A mother praying for her daughters on their birthday isn't unusual, but Solanki isn't legally or biologically the mother of the children she prays for each year. She doesn't know the name of the daughters she prays for, she doesn't know what they look like, or even what citizenship they hold or language they speak. On paper, she is nothing but one of the many women in Gujarat, who rented her womb to a childless couple and for a life changing amount of money. Solanki is a surrogate mother.

But that doesn't stop her from showering blessings on the children she gave birth to and cherishing the memories of the nine months they spent in her womb. "They are like my own children," says Sharda. "Initially, when I was pregnant for childless couples from Canada, I used to worry about my own three children whom I had left at my small home in Vaghpura. But as time passed by, my love for them grew further. Though I have not got opportunity to hold them, they are like my own children."
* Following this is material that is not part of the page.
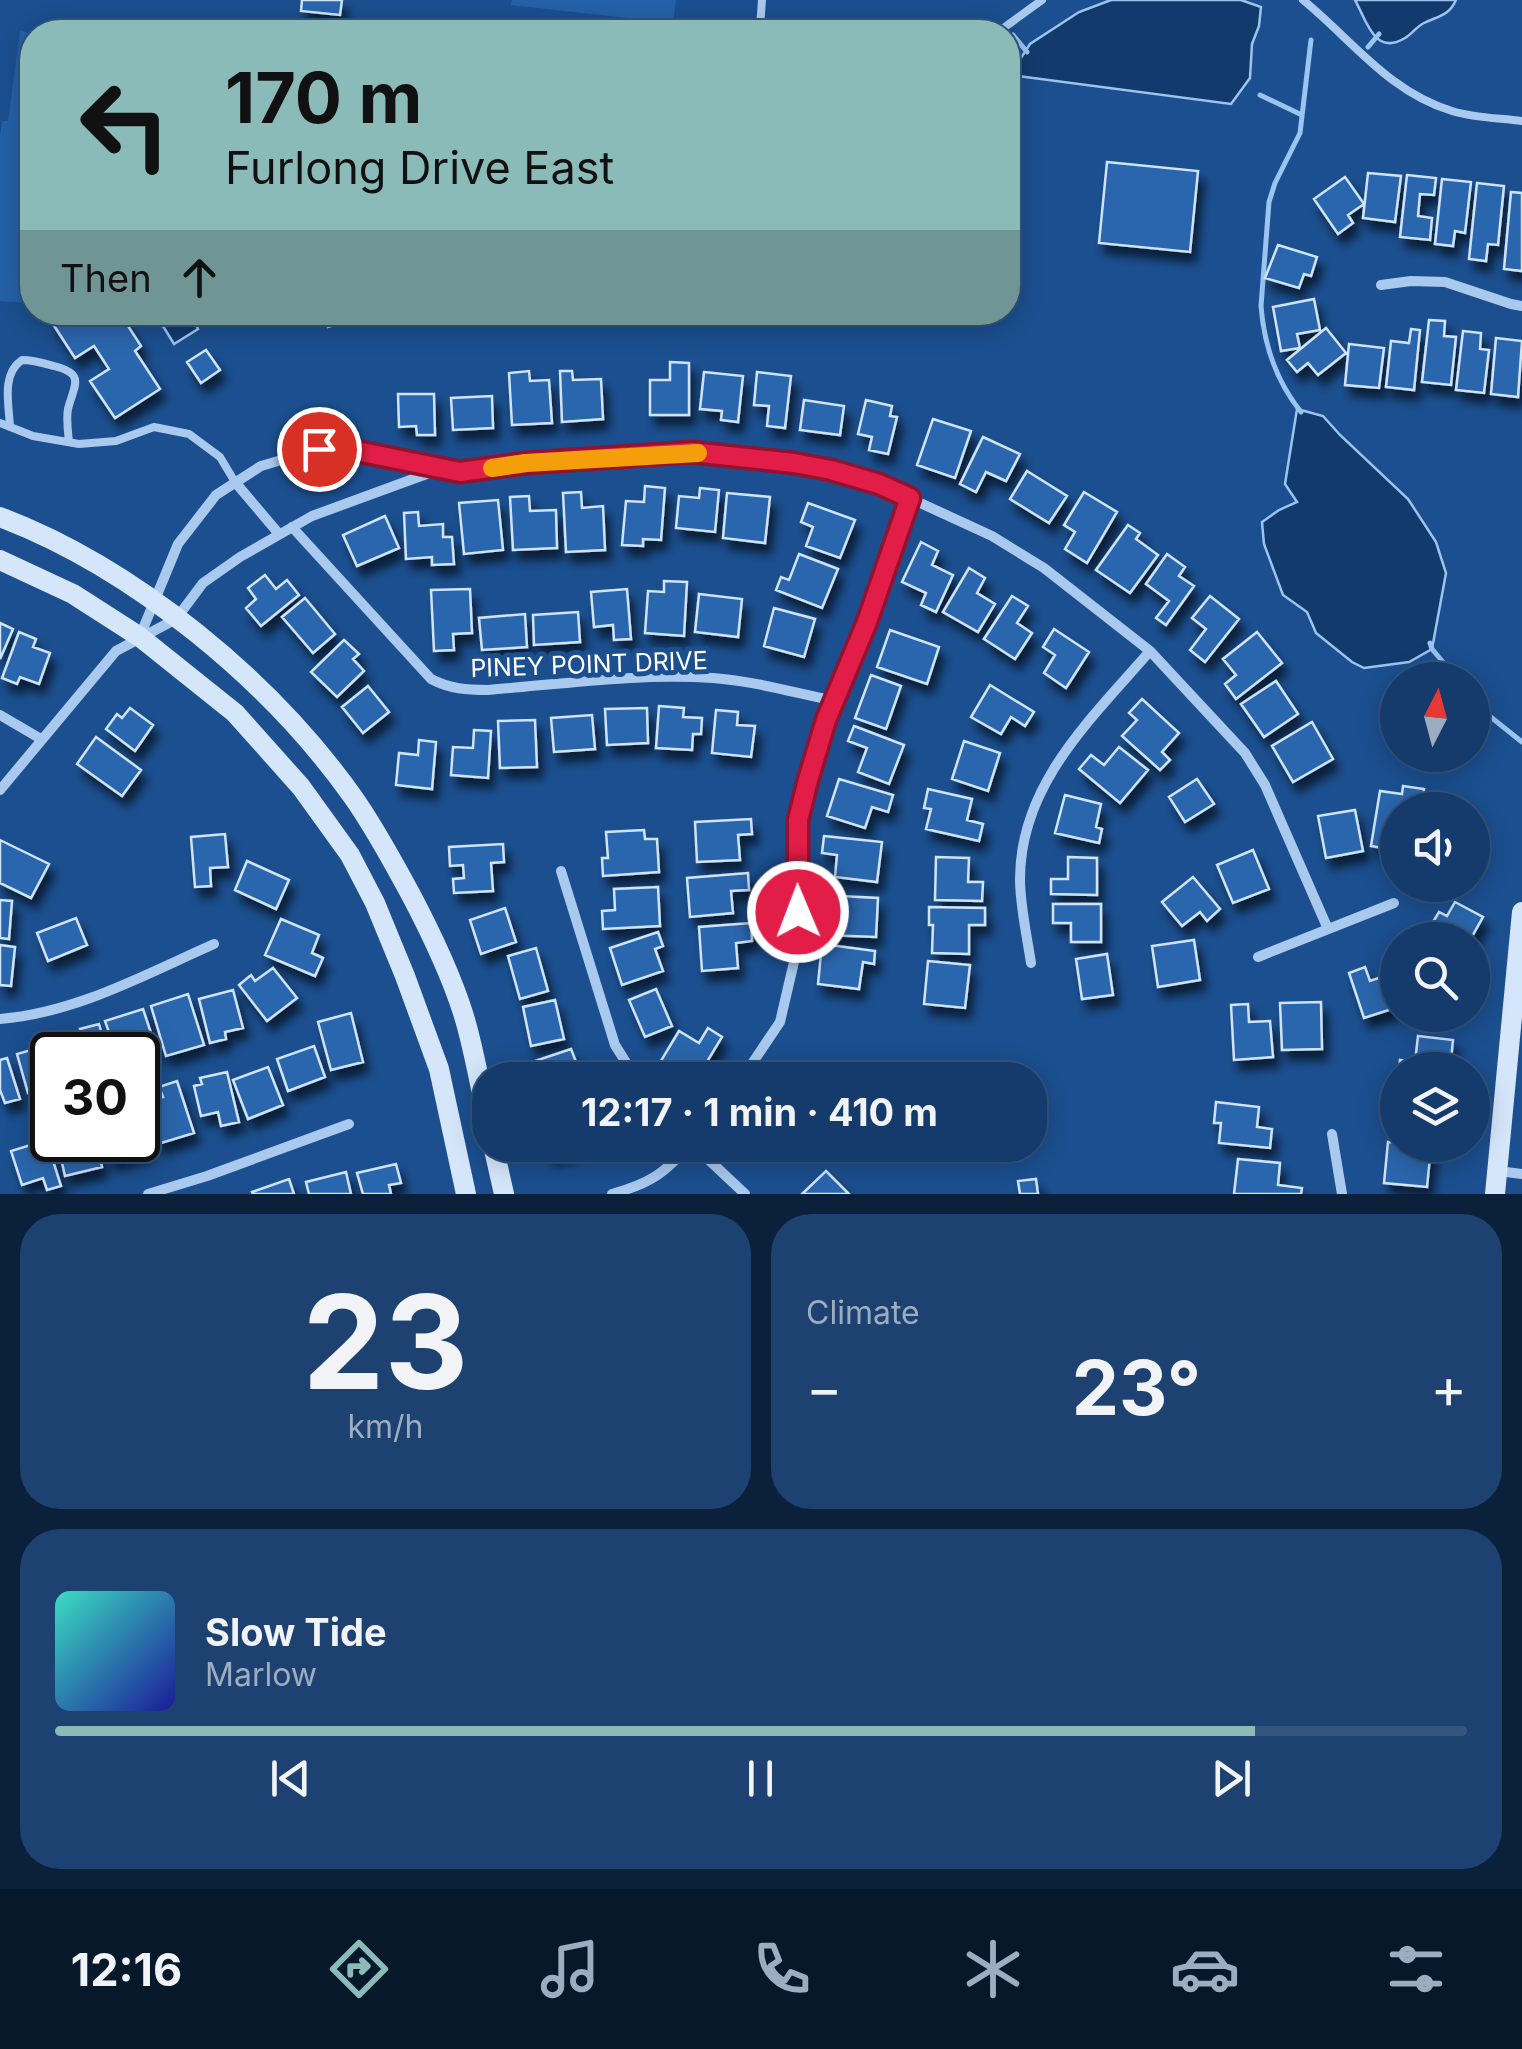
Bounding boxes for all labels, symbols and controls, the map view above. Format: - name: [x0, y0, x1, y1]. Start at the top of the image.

Manisha Macwan, 38, feels the same way for the baby girl she delivered for a Goan couple in 2009. Macwan, however, is more fortunate than Sharda because the biological parents of the child she delivered are more than happy to let her keep in touch. "I have a natural connect with her (the child). Every year on her birthday, the couple (biological parents) send me her picture. She speaks English. I don't understand what she says, but it's a pleasure to listen to her talk over the phone. She is growing into a beautiful girl and I wish that she is blessed with all happiness,” says an emotional Macwan.
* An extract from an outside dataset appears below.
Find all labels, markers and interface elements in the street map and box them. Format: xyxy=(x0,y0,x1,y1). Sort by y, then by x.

The story isn't too different with surrogate mothers across Gujarat, which has become the hub for the booming in-vitro fertilisation industry. Over the years, reimbursement has also significantly grown. Surrogate mothers who got anything between Rs1.5lakh to Rs2 lakh initially now get anything between Rs2.5lakh to Rs3 lakh for delivering a single child. .
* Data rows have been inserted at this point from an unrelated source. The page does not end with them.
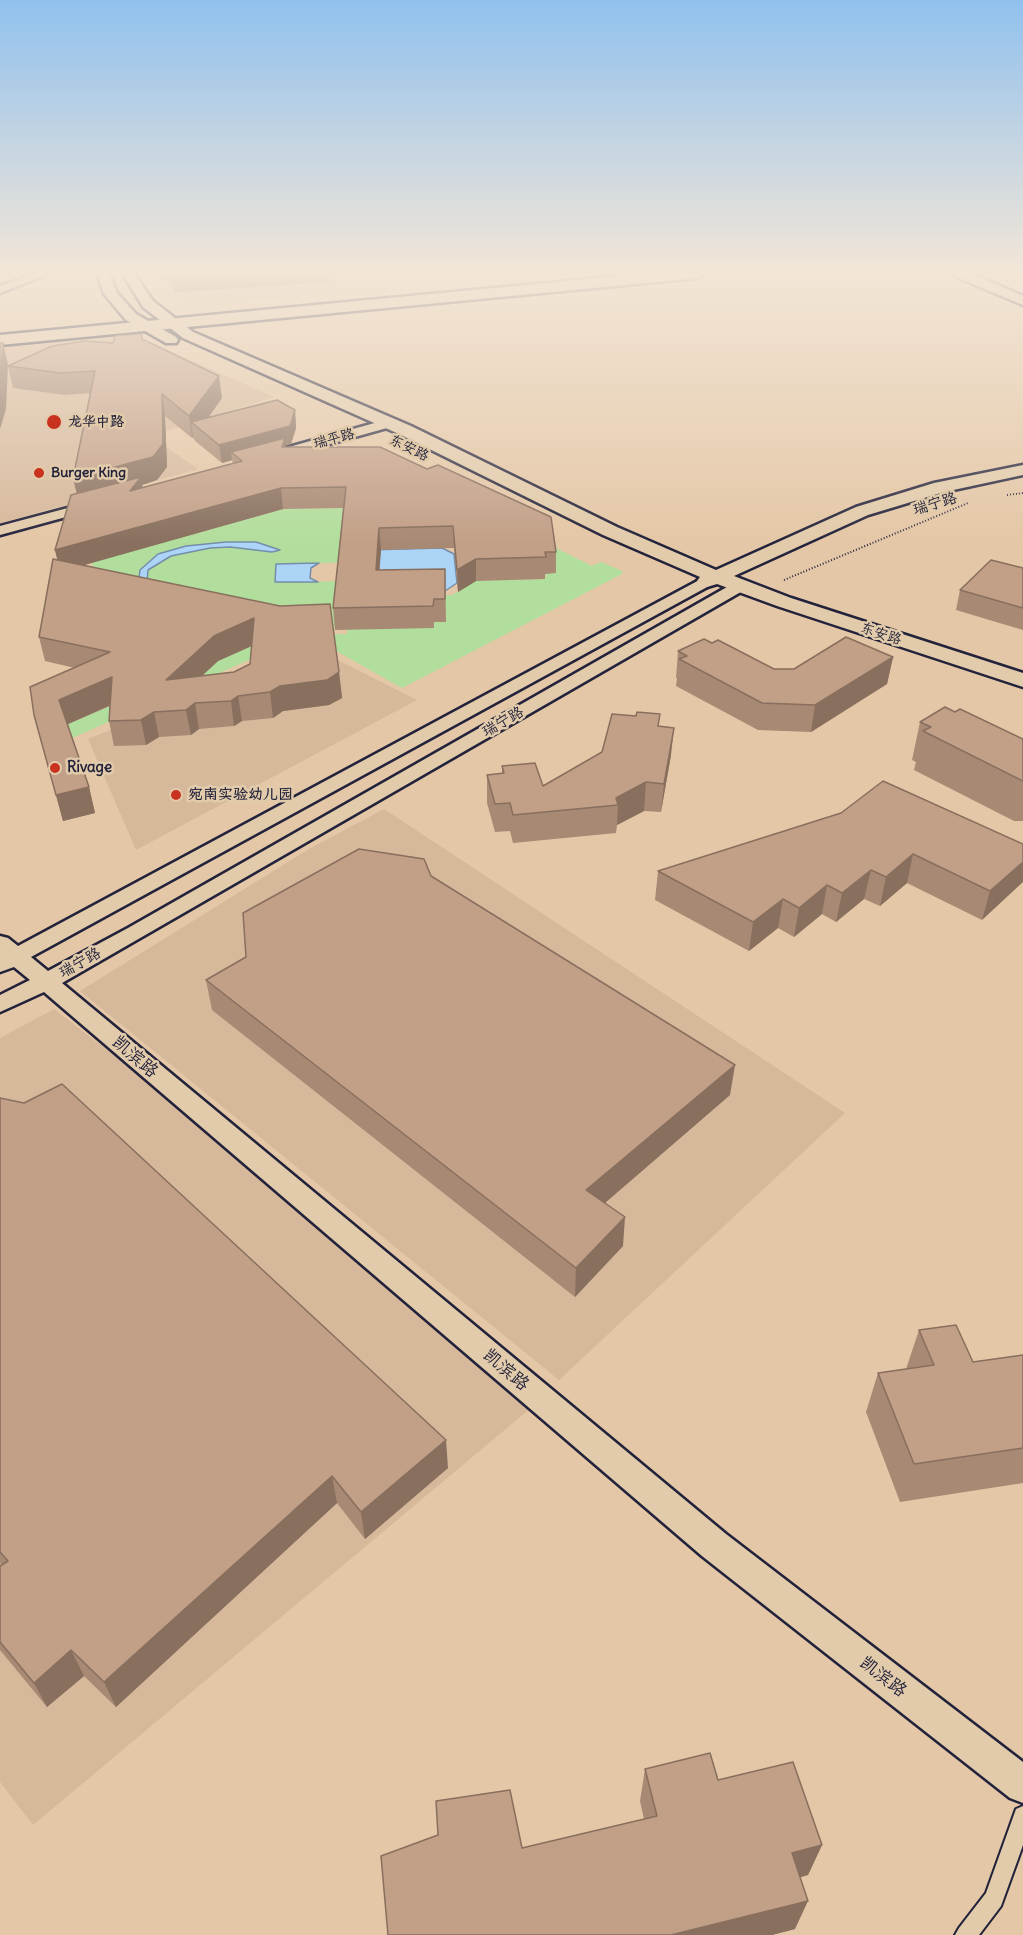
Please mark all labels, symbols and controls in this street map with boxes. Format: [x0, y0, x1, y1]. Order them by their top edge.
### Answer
marker: 龙华中路 [45, 413, 63, 431]
place label: 龙华中路 [68, 414, 124, 430]
street label: 瑞平路 [312, 425, 356, 453]
street label: 东安路 [386, 431, 432, 465]
place label: Burger King [51, 465, 126, 481]
marker: Burger King [32, 466, 46, 480]
street label: 瑞宁路 [911, 489, 959, 519]
street label: 东安路 [858, 620, 904, 648]
street label: 瑞宁路 [479, 703, 527, 741]
place label: Rivage [67, 759, 112, 777]
marker: Rivage [48, 761, 62, 775]
place label: 宛南实验幼儿园 [188, 786, 293, 804]
marker: 宛南实验幼儿园 [169, 788, 183, 802]
street label: 瑞宁路 [56, 944, 104, 982]
street label: 凯滨路 [107, 1031, 163, 1083]
street label: 凯滨路 [478, 1344, 534, 1396]
street label: 凯滨路 [855, 1652, 911, 1702]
Despite facing criticism from various human rights camps, the rent-a-womb industry in Gujarat is steadily gaining popularity and acceptance within the state's poorer sections. It has given these women a way to earn for a better future and life for their their families, provided a good business opportunity to the state and helped several childless couples bring a baby home.

This acceptance, not only husband and the woman's biological children but also by parents-in-law and neighbours, and the way the money that has provided a lifeline to the families of the surrogate mothers is an added reason why the mothers get even more attached to their surrogate children.

“Being a surrogate mother helped both of us (her husband and her) with things we needed desperately in our lives. The couple got their baby and I got money. But the bond with the baby has grown over the years,” said Sharda, who bought two bigha land for her landless labourer husband with the Rs7.5lakh she made by renting her womb twice.